### Records from a data source
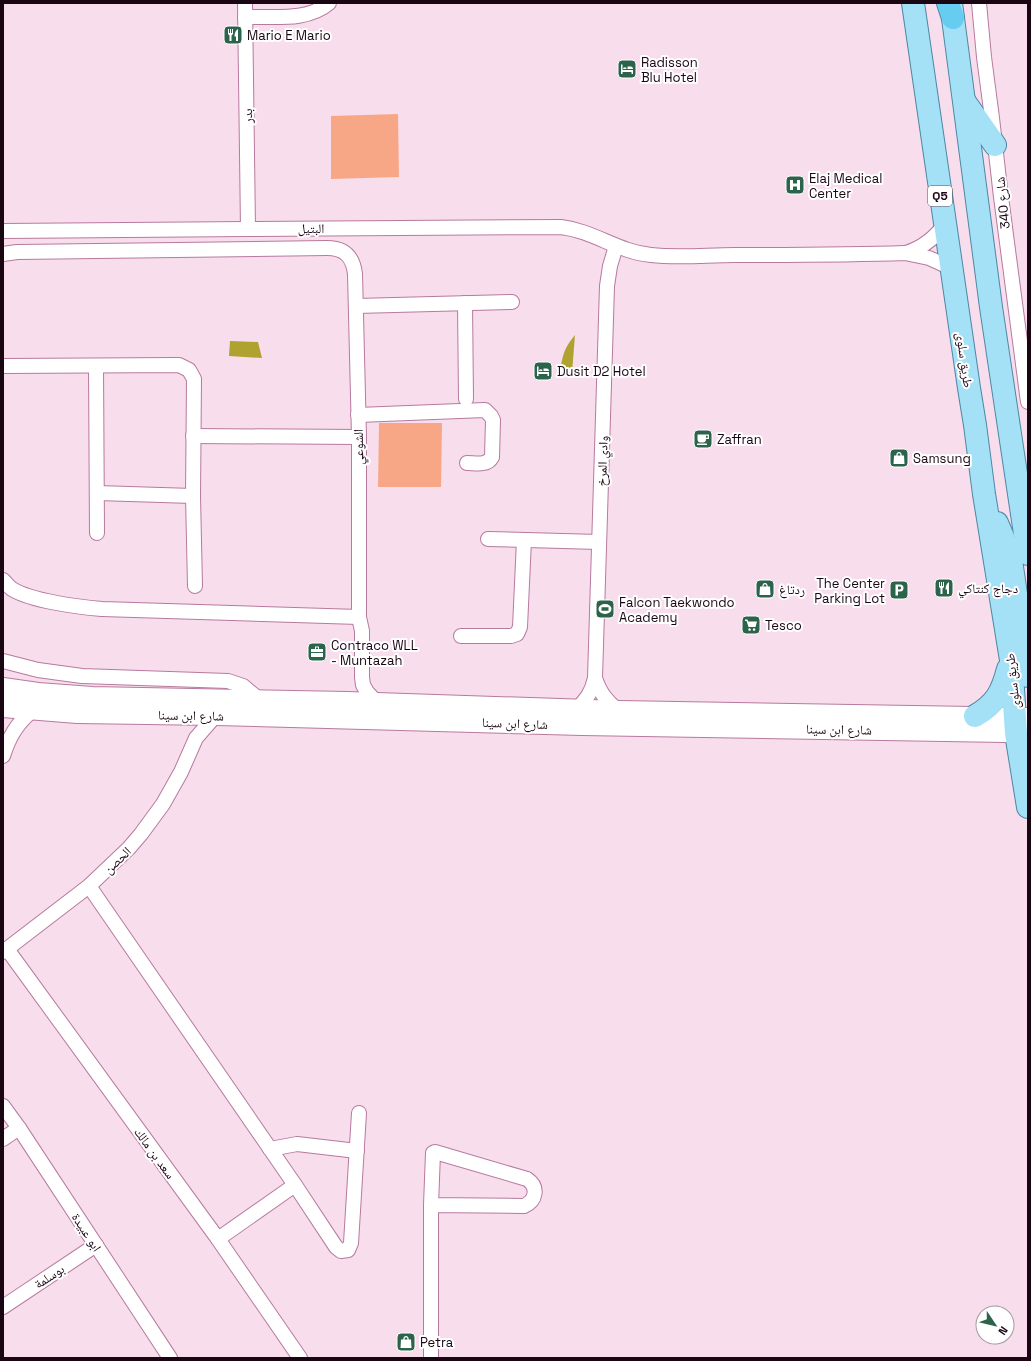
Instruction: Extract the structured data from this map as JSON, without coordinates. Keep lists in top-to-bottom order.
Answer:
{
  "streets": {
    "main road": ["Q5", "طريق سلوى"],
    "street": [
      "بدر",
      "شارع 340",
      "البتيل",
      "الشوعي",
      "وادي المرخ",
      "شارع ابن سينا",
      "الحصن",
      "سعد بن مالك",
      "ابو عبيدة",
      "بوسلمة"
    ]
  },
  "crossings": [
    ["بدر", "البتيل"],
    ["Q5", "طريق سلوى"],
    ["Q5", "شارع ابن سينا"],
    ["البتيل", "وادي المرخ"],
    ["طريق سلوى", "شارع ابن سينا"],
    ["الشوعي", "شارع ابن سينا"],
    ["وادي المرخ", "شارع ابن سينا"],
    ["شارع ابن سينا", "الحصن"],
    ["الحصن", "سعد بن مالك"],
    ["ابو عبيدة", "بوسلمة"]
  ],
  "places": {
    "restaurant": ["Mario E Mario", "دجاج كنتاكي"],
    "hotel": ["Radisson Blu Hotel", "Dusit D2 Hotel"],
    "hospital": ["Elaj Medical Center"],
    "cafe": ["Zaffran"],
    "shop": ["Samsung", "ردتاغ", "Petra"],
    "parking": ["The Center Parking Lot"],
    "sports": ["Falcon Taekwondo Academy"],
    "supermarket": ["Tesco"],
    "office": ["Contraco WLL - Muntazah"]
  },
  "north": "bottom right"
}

--

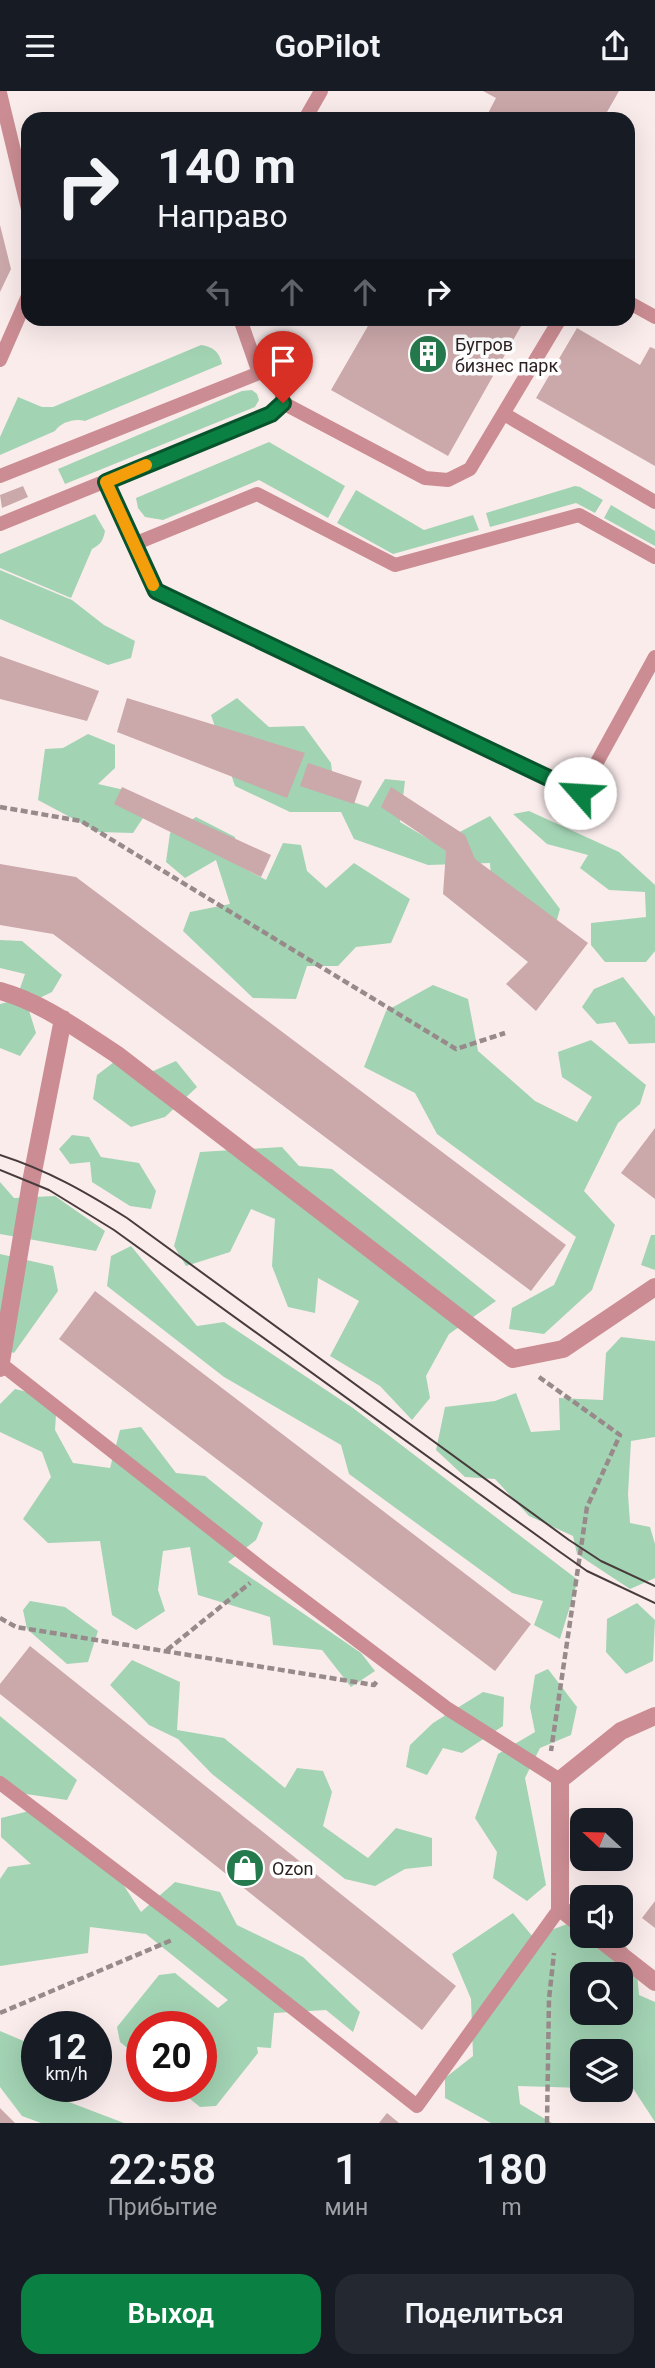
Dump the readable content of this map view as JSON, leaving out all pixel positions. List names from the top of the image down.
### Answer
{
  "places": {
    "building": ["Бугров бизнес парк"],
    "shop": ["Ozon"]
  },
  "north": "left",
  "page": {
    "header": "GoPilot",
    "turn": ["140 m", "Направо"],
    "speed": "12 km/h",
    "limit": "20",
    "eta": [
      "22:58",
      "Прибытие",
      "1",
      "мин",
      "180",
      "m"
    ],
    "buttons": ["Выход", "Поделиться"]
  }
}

### Exercise description
Show all lines from the entries that hold "this".

### Answer below
Instruction: Extract the structured data from this map as JSON, without coordinates. Keep lists in top-to-bottom order.
Dump the readable content of this map view as JSON, leaving out all pixel positions. List names from the top of the image down.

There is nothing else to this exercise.